Quando Schäfer, na mudez e na ablepsia cúmplices da noite, saía da toca de predador e vinha aos dormitórios dos rapazes escolher a presa, quando se acercava das camas onde eu e o meu irmão fingíamos dormir, eu levantava-me, antecipava-me, dava-lhe a mão para que não levasse o meu irmão, o irmão que prometi a Deus proteger e que Ele não protegia, um Deus que de nós se distraía. Afinal, ao menino e ao borracho Deus não põe a mão por baixo, nem ninguém da colónia o fazia. Todos sabiam. Todos calavam. Sacrificava-me pelo meu irmão mais novo, órfão e indefeso, franzino e apavorado à espera que o papão viesse devorá-lo. Enquanto Schäfer me violava na sua toca de martírios, ouvia os gritos dos presos políticos de Pinochet a serem torturados pelos agentes da DIVA nas caves subterrâneas da colónia, uma conivência entre Schäfer e o ditador chileno que garantia a protecção e a intocabilidade do pederasta nazi. Quando a luz do dia aparecia, esgueirava-me do corpo engelhado e nojento de Schäfer, corria para a camarata onde o meu irmão dormia. Sentava-me na borda da sua cama, devagar para não o despertar, ameigava-lhe o rosto e chorava, como se aquele pranto lavasse o meu corpo dorido e imundo e de mim expulsasse o fedor do meu violador. Dois amigos meus tiveram coragem e fugiram da colónia, denunciaram as monstruosidades da Dignidade. Foram ouvidos. Schäfer morreu na prisão. Demorei mais de vinte anos a contar a minha história. O pânico, a vergonha e a depressão tomaram-me refém.

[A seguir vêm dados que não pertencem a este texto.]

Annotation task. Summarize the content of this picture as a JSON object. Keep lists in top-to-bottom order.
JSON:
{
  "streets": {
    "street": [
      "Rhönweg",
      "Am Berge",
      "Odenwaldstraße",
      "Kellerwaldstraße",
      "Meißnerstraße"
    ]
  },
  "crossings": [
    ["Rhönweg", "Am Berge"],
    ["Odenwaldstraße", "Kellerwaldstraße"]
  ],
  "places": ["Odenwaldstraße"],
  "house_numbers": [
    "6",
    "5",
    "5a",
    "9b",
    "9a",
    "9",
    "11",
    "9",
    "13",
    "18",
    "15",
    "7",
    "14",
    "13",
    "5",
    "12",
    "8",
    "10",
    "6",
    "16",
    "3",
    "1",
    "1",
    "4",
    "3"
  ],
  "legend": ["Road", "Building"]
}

Hoje falo, junto-me à voz de milhões de vítimas de pedofilia. Uno-me às comissões alemãs, francesas, chinelas e espanholas que investigam e põe a nu a verdade escondida na podridão das instituições religiosas, mostram a hipocrisia da Igreja que protege os agressores e desvaloriza as vítimas, expõe os crimes praticados em múltiplos locais pelos pederastas ao longo de décadas, crimes cujas penas têm de se agravar, cuja prescrição tem de acabar. Os papões estão em todo o lado, por vezes, onde menos se espera. Nenhum pedófilo pode sair impune nem sancionado com uma pena leve.
Protejam-se as crianças e faça-se justiça, “Assim na Terra como no Céu”. Ámen.